■ Exercise prompt
Retype the full listing without altering anything.

• • • • •

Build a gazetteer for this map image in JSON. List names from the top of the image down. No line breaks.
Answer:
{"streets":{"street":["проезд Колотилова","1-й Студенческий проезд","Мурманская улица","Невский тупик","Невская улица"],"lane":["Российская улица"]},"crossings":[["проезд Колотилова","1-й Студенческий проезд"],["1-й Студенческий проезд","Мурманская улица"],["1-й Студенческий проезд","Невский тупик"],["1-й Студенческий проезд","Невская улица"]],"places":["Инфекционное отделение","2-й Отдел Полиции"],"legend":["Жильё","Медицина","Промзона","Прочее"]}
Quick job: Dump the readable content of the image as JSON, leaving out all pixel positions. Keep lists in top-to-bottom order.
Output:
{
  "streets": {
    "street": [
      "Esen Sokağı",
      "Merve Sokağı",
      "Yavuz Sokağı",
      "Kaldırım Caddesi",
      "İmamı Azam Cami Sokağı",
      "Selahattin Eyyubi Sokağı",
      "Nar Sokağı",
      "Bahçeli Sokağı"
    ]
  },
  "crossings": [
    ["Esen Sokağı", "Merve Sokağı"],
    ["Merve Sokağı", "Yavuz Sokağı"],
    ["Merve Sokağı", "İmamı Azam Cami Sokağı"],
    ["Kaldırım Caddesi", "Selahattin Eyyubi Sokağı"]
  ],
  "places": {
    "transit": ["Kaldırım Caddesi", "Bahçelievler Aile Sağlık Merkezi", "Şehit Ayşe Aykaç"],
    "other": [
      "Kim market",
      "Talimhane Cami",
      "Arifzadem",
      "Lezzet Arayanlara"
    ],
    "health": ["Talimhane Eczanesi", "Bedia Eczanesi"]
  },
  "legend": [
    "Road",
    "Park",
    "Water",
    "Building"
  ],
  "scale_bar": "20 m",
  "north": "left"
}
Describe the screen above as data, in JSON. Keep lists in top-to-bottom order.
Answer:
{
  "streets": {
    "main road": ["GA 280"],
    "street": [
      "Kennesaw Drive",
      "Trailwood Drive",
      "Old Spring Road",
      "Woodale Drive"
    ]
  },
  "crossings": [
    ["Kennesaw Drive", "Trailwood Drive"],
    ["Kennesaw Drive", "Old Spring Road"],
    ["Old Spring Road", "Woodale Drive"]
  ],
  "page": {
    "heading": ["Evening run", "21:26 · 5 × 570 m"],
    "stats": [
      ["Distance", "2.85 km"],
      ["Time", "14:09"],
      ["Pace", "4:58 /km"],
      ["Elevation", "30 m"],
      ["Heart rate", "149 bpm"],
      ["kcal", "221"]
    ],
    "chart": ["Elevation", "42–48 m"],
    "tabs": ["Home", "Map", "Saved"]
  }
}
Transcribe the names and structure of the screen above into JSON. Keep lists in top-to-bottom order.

• • • • •

■ Exercise solution
Build a gazetteer for this map image in JSON. List names from the top of the image down. No line breaks.
Answer:
{"streets":{"street":["проезд Колотилова","1-й Студенческий проезд","Мурманская улица","Невский тупик","Невская улица"],"lane":["Российская улица"]},"crossings":[["проезд Колотилова","1-й Студенческий проезд"],["1-й Студенческий проезд","Мурманская улица"],["1-й Студенческий проезд","Невский тупик"],["1-й Студенческий проезд","Невская улица"]],"places":["Инфекционное отделение","2-й Отдел Полиции"],"legend":["Жильё","Медицина","Промзона","Прочее"]}
Quick job: Dump the readable content of the image as JSON, leaving out all pixel positions. Keep lists in top-to-bottom order.
Output:
{
  "streets": {
    "street": [
      "Esen Sokağı",
      "Merve Sokağı",
      "Yavuz Sokağı",
      "Kaldırım Caddesi",
      "İmamı Azam Cami Sokağı",
      "Selahattin Eyyubi Sokağı",
      "Nar Sokağı",
      "Bahçeli Sokağı"
    ]
  },
  "crossings": [
    ["Esen Sokağı", "Merve Sokağı"],
    ["Merve Sokağı", "Yavuz Sokağı"],
    ["Merve Sokağı", "İmamı Azam Cami Sokağı"],
    ["Kaldırım Caddesi", "Selahattin Eyyubi Sokağı"]
  ],
  "places": {
    "transit": ["Kaldırım Caddesi", "Bahçelievler Aile Sağlık Merkezi", "Şehit Ayşe Aykaç"],
    "other": [
      "Kim market",
      "Talimhane Cami",
      "Arifzadem",
      "Lezzet Arayanlara"
    ],
    "health": ["Talimhane Eczanesi", "Bedia Eczanesi"]
  },
  "legend": [
    "Road",
    "Park",
    "Water",
    "Building"
  ],
  "scale_bar": "20 m",
  "north": "left"
}
Describe the screen above as data, in JSON. Keep lists in top-to-bottom order.
Answer:
{
  "streets": {
    "main road": ["GA 280"],
    "street": [
      "Kennesaw Drive",
      "Trailwood Drive",
      "Old Spring Road",
      "Woodale Drive"
    ]
  },
  "crossings": [
    ["Kennesaw Drive", "Trailwood Drive"],
    ["Kennesaw Drive", "Old Spring Road"],
    ["Old Spring Road", "Woodale Drive"]
  ],
  "page": {
    "heading": ["Evening run", "21:26 · 5 × 570 m"],
    "stats": [
      ["Distance", "2.85 km"],
      ["Time", "14:09"],
      ["Pace", "4:58 /km"],
      ["Elevation", "30 m"],
      ["Heart rate", "149 bpm"],
      ["kcal", "221"]
    ],
    "chart": ["Elevation", "42–48 m"],
    "tabs": ["Home", "Map", "Saved"]
  }
}
Transcribe the names and structure of the screen above into JSON. Keep lists in top-to-bottom order.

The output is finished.